Je vais donner un exemple tout con : J’ai une petite région qui me donne 5 points et m’a coûté 2 cartes. J’ai effectué 2 décomptes (2 autres cartes dépensées). J’ai donc 10 points. Plus tard, mon adversaire (un collectionneur de cartes qui doit songer à brider sa passion pour les collections si il veut songer à me rattraper un jour ou l’autre… ) dépense 8 cartes pour une "super" région qui lui donne 15 points et on va dire que dans le même tour, il parvient à prélever des impôts (1 carte supplémentaire dépensée). On passe à égalité de points (il marque 15 et je remarque 5) mais il aura dépensé au total 9 cartes pour ses 15 points et moi 4 pour 15 points également soit une différence de 5 cartes investies entre lui et moi pour le même nombre de points… Les grandes régions et les jolies collections qu’elles impliquent ne font pas bon ménage à Alexandros face à un joueur qui gère finement ses investissements et dépenses.
Il faut bien comprendre qu’Alexandros est un pur jeu de gestion et ce qu’il faut commencer par gérer ici, ce sont ses actions. Et chaque carte que l’on dépense équivaut à une action investie. Celui qui a plus de cartes est donc un joueur qui a plus d’actions à sa disposition. C’est mathématique ou pragmatique comme dirait mon ami Damaloch. Dans l’exemple que je viens de donner, avec le différentiel de 5 cartes en ma faveur, je peux prendre une petite région peu coûteuse qui me permettra facilement de réduire l’écart de points avec mon adversaire en cas de décompte provoqué par lui ou d’autres, je peux aussi le virer de cette région et avoir sûrement plus de possibilités pour l’utiliser (et générer alors là oui une grande différence de points avec lui) le temps qu’il se refasse en cartes après toutes celles dépensées, etc.
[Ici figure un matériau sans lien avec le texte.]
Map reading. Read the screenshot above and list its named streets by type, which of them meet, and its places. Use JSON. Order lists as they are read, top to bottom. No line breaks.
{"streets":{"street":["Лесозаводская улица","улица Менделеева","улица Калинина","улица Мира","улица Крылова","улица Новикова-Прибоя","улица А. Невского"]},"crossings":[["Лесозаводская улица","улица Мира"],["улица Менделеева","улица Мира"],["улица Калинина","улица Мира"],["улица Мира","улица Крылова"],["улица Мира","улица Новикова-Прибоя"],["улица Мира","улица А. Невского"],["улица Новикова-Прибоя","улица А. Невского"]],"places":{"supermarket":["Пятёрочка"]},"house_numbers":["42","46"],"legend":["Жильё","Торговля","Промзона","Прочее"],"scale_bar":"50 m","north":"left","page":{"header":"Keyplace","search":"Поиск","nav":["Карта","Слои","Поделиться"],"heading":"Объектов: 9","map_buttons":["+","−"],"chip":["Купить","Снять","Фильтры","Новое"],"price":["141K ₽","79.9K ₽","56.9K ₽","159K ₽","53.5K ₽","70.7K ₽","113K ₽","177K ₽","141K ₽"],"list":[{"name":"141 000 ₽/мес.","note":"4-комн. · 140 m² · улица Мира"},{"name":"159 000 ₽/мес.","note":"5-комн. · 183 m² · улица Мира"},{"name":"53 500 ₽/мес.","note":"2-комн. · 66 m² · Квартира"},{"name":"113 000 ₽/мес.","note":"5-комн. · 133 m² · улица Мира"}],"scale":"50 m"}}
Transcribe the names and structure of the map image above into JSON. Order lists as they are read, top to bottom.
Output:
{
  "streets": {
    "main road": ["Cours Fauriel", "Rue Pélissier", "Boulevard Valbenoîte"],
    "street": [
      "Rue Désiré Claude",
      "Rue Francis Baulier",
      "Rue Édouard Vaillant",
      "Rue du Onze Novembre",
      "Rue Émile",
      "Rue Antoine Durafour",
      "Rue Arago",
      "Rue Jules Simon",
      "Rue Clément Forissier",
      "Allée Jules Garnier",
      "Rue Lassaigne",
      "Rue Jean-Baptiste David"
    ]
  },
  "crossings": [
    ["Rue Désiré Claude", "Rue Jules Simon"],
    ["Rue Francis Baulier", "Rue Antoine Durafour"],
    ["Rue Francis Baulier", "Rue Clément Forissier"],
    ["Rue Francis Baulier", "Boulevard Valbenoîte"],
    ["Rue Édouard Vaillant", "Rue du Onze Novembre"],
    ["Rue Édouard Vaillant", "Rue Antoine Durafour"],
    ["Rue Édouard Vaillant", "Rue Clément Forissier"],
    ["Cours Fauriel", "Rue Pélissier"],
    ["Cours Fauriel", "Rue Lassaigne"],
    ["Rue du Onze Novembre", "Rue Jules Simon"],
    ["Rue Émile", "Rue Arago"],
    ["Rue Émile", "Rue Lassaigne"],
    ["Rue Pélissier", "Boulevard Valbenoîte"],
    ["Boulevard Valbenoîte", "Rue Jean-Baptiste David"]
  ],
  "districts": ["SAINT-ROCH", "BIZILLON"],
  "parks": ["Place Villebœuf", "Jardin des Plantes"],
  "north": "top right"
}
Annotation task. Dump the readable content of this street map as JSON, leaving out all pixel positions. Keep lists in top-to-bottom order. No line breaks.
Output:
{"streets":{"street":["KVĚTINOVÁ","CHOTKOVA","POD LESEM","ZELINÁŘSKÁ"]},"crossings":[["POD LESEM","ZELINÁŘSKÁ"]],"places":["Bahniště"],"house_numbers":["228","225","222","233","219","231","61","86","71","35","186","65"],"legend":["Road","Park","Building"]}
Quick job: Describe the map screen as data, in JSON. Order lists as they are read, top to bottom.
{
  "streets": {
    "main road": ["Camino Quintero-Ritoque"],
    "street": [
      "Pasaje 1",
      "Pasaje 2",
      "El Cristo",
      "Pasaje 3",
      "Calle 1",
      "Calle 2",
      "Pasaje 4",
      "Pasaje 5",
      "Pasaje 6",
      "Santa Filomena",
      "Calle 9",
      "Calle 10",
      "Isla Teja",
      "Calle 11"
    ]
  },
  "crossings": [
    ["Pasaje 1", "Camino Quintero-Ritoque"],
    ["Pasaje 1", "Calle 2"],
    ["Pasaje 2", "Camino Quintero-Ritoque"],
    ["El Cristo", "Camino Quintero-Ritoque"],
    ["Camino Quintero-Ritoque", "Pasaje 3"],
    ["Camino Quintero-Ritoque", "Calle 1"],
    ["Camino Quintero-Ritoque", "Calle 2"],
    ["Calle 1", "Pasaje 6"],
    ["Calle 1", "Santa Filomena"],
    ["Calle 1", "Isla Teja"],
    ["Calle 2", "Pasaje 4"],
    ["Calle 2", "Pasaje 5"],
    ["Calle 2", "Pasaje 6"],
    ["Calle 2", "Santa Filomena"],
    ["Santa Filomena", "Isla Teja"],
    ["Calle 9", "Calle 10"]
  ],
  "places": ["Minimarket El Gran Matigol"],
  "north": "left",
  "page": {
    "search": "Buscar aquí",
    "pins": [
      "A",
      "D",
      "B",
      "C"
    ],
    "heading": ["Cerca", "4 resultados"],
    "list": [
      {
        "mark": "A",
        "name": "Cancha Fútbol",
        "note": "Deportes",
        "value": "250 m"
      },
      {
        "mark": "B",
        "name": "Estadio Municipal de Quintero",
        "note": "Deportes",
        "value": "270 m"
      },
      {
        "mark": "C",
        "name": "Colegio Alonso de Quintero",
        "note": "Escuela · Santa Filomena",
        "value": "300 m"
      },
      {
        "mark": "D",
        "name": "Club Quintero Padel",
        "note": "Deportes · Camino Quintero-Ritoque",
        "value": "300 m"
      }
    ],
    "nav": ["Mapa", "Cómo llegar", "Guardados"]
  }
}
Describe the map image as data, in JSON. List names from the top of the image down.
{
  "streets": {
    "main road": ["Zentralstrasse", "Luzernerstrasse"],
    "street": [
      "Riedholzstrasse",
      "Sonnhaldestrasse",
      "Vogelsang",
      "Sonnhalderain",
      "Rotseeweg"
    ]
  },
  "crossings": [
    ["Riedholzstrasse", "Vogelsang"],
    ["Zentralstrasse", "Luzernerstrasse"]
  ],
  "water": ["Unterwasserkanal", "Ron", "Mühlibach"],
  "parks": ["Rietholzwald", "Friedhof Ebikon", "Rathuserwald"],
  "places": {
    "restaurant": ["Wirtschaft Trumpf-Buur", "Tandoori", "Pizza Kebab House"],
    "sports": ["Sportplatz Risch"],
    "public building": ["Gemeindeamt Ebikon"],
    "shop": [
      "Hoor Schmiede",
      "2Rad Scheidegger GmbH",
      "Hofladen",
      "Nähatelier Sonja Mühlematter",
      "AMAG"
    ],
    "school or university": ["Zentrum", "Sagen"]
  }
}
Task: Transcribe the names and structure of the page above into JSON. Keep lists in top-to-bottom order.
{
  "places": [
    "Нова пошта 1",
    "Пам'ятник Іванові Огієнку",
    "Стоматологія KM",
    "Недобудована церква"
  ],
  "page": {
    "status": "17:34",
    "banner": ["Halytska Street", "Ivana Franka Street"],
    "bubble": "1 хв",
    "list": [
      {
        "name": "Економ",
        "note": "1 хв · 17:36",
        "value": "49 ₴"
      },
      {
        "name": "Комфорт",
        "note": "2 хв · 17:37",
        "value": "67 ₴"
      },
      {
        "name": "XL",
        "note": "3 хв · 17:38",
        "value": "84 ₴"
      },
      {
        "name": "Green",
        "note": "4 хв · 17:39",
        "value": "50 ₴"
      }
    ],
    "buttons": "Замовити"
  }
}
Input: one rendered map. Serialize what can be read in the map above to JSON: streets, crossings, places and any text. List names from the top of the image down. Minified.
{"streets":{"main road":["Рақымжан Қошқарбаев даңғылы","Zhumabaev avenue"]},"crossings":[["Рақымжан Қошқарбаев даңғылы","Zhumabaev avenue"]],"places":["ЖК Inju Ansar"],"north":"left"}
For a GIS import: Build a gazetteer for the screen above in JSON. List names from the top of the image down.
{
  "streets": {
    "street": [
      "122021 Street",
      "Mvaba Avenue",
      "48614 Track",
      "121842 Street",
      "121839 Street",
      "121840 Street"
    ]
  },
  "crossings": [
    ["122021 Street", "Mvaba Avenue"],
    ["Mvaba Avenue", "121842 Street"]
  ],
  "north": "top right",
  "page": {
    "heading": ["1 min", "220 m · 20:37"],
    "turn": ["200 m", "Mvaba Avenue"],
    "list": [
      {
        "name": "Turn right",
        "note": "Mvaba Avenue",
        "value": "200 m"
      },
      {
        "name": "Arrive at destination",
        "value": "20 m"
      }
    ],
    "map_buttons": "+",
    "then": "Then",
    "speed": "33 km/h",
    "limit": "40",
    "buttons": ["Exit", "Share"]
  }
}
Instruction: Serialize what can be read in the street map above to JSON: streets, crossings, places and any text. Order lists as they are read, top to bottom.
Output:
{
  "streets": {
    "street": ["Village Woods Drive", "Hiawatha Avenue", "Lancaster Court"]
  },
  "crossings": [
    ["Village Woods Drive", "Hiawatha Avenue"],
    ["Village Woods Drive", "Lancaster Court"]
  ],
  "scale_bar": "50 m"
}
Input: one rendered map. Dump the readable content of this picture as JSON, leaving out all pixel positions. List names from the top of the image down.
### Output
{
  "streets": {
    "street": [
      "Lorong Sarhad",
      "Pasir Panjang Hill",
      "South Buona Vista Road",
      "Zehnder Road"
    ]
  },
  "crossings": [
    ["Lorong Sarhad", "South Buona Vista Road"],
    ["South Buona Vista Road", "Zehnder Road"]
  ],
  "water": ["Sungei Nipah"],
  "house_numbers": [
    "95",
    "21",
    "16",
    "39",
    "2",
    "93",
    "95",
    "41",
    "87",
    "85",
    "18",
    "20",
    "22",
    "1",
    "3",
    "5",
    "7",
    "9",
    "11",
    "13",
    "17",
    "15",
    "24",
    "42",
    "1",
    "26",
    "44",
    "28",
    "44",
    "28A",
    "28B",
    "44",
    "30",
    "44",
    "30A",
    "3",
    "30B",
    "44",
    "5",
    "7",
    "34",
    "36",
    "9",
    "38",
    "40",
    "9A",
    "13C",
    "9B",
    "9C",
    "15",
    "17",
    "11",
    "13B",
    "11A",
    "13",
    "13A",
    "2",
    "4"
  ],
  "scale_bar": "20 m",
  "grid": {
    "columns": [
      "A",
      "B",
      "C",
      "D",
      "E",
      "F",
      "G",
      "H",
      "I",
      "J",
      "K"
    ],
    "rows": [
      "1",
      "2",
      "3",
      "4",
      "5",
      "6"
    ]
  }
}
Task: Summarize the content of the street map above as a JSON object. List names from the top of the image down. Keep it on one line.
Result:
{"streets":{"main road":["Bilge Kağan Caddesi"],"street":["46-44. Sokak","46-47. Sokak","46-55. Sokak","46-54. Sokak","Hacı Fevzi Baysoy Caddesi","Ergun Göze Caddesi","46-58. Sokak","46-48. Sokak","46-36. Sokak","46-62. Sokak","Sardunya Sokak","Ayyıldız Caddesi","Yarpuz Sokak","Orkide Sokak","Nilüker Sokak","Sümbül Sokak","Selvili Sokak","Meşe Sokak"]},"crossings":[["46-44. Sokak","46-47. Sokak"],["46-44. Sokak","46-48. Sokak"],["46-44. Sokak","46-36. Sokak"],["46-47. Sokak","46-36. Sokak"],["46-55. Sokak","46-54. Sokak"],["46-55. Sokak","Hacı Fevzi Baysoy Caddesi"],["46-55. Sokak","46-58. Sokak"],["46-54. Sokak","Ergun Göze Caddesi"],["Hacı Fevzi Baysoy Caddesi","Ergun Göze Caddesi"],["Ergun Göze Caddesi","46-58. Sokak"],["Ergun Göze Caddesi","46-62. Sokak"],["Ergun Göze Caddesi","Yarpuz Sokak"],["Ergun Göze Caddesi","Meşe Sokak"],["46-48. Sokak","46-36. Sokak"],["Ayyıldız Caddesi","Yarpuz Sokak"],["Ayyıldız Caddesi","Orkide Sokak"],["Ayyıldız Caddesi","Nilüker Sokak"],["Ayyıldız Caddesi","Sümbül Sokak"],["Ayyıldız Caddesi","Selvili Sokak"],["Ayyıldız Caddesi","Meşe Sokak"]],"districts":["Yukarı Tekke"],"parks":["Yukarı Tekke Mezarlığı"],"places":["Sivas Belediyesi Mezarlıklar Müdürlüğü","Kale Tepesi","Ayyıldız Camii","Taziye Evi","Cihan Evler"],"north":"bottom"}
Comme à Carolus Magnus, si j’attaque même ponctuellement efficacement au prix d’un déséquilibre important il va m’en coûter cher plus ou moins vite… A Alexandros, il faudra constamment tenter de faire un maximum de profits avec les bons investissements tout en conservant un certain équilibre entre ses cartes et celles de ses adversaires (ou se garantir que les possibilités laissées aux uns et aux autres durant le temps nécessaire à se refaire une main efficace ne permettront pas de générer une hémorragie irrécupérable en notre défaveur). Ce sont ceux qui résoudront au mieux cette quadrature du cercle qui l’emporteront. Encore une fois, dès qu’un joueur investit, il oblige les autres à le faire tôt ou tard. Comme vu précédemment, si j’ai investi 4 cartes pour marquer 10 points et que j’oblige mes adversaires pour me rattraper à en investir 9, j’ai forcément fait un bon investissement. Attention à ne pas se planter sur l’endroit (territoire vierge ou occupé), sur le moment (ni trop tôt, ni trop tard…) et sur la proportion de l’investissement.
Générer un maximum de profits en dépensant moins que les autres est la règle d’or de tout jeu de gestion et le principal malentendu avec Alexandros est que c’est un jeu de gestion (d’une (trop ?) grande originalité) qui n’est pas perçu comme tel. Et toute la grande difficulté et beauté de ce jeu est que tout est à construire : les régions qui vont être au cœur de la guerre économique, leurs coûts, leurs revenus, les fluctuations des gains, la rentabilité à court et/ou à long terme d’un investissement, le coût qu’il va impliquer pour la concurrence afin de réagir à temps et efficacement, etc. Chaque partie d’Alexandros est un univers qui se construit sous nos yeux, un jeu de gestion à créer, à développer de A à Z et où rien n’est prédéterminé au départ. Originalité, liberté et créativité sont donc les maîtres mots de ce jeu et l’on est loin, bien loin de tous les poncifs ou idées reçues superficielles balancées à l’à va vite et que l’on peut lire ici ou là au travers de pseudo critiques qui ressemblent plus à des sentences infondées, absurdes et injustes qu’à des avis.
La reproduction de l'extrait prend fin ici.